Tally every line of the records below that includes "block", and reply with the total alone.

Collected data
================
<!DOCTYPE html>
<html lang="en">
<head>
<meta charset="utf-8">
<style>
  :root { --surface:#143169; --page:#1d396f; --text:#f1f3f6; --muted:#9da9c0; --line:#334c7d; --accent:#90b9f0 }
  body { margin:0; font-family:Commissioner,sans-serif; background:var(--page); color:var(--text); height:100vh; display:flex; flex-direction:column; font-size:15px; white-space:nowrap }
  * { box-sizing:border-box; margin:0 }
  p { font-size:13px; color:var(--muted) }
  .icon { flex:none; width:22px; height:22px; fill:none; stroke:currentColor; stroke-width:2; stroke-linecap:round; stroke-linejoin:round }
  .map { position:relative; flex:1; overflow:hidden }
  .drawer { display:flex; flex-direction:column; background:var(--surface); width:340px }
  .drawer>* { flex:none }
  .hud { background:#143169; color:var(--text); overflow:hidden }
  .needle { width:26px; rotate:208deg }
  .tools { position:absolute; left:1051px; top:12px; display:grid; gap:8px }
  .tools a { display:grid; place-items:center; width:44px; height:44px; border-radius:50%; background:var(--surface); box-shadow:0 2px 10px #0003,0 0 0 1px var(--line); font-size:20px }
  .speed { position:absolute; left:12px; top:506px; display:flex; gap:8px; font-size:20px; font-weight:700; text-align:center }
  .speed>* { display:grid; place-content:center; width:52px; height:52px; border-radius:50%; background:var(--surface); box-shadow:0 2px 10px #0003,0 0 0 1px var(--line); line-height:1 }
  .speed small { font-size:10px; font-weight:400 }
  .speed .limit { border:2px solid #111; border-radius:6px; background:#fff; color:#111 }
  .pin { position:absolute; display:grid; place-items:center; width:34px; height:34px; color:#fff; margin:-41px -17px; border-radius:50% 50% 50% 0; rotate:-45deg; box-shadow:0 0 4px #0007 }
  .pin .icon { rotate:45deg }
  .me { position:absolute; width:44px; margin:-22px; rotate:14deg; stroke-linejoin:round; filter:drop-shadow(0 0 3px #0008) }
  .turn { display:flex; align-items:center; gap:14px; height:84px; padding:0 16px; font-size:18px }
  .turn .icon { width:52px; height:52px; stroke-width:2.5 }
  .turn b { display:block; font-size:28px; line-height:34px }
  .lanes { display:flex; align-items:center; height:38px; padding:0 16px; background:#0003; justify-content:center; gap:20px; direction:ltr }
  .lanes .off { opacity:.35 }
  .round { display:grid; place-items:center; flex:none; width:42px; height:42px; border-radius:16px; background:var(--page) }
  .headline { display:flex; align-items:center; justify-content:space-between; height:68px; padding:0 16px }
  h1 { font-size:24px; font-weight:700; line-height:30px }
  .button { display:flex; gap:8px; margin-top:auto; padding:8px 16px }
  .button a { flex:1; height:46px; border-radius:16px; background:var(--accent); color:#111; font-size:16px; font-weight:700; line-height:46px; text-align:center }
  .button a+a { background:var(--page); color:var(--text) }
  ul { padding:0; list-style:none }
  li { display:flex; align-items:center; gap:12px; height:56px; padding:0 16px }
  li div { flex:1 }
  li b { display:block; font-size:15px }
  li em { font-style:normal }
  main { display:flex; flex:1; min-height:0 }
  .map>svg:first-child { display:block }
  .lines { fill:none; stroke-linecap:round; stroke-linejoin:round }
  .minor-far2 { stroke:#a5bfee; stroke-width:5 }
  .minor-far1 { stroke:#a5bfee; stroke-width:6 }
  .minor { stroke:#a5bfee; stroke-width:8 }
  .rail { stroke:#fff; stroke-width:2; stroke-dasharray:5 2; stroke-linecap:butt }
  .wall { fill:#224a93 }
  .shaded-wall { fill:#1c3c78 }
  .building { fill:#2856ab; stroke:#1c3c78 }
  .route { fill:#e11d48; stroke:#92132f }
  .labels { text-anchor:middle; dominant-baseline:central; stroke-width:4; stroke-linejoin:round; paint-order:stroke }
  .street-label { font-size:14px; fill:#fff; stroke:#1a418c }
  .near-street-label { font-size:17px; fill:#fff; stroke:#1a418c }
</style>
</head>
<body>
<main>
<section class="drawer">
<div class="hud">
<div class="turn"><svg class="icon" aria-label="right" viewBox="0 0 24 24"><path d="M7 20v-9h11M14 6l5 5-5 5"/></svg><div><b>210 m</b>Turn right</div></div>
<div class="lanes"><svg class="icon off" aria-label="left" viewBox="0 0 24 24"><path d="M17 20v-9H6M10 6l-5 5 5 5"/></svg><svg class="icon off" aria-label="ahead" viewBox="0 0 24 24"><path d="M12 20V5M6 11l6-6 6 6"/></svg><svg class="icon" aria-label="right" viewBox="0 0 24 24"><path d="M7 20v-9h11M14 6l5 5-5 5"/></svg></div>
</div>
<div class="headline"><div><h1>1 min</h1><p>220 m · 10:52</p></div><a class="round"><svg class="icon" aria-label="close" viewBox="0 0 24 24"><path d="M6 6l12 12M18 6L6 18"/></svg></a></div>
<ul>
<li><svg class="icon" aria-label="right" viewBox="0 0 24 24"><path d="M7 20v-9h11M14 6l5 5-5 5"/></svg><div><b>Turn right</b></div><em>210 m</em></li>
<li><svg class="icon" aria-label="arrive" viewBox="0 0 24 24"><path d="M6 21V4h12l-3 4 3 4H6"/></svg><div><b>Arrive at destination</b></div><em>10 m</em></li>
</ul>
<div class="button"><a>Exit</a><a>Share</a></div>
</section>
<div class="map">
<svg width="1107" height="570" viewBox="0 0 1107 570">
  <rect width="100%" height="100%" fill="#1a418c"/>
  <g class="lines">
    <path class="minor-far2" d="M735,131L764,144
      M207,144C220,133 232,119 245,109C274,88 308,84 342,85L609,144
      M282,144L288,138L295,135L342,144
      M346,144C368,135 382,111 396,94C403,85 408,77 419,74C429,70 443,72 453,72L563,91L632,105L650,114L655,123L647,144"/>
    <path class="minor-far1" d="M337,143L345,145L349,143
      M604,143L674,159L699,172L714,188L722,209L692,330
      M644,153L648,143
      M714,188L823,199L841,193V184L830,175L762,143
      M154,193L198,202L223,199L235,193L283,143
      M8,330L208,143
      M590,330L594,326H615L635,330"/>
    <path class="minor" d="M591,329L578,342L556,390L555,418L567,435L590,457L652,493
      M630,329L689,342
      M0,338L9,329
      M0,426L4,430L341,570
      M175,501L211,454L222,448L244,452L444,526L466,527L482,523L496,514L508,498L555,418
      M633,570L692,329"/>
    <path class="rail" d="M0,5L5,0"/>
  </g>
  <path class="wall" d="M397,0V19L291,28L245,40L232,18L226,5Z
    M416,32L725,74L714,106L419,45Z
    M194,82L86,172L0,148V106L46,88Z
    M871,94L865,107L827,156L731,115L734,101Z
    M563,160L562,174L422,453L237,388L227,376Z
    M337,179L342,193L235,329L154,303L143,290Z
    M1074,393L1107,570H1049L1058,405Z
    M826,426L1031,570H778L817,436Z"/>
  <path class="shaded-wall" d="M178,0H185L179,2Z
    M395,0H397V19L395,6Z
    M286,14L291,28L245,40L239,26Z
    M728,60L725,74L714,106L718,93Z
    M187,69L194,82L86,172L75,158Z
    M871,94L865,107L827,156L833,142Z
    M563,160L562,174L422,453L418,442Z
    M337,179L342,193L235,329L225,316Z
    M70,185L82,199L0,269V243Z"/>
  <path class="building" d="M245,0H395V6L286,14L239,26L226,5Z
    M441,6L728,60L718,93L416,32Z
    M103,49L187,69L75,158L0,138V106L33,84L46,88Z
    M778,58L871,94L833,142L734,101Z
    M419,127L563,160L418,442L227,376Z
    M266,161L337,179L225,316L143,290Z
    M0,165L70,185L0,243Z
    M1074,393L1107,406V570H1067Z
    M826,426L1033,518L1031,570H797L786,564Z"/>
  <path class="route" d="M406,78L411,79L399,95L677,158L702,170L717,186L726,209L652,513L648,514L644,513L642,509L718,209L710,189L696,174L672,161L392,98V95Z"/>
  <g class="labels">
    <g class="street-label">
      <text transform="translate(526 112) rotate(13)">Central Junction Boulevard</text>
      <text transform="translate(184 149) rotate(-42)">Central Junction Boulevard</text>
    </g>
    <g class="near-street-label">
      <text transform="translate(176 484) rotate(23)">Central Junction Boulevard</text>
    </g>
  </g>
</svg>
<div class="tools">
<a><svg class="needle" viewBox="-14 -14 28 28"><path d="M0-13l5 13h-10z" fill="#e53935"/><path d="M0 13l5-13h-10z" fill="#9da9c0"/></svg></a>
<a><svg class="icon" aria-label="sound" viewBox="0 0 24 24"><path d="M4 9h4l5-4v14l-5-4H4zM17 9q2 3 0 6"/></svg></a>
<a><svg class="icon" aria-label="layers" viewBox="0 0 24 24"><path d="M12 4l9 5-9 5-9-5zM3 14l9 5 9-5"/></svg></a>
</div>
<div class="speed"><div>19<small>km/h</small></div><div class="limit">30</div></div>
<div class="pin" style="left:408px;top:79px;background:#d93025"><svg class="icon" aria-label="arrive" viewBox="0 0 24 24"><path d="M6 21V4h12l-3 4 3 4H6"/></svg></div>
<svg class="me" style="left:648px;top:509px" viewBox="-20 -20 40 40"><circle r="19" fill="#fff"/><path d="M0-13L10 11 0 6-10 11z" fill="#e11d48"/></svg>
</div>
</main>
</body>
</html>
================
## Answer for the task
3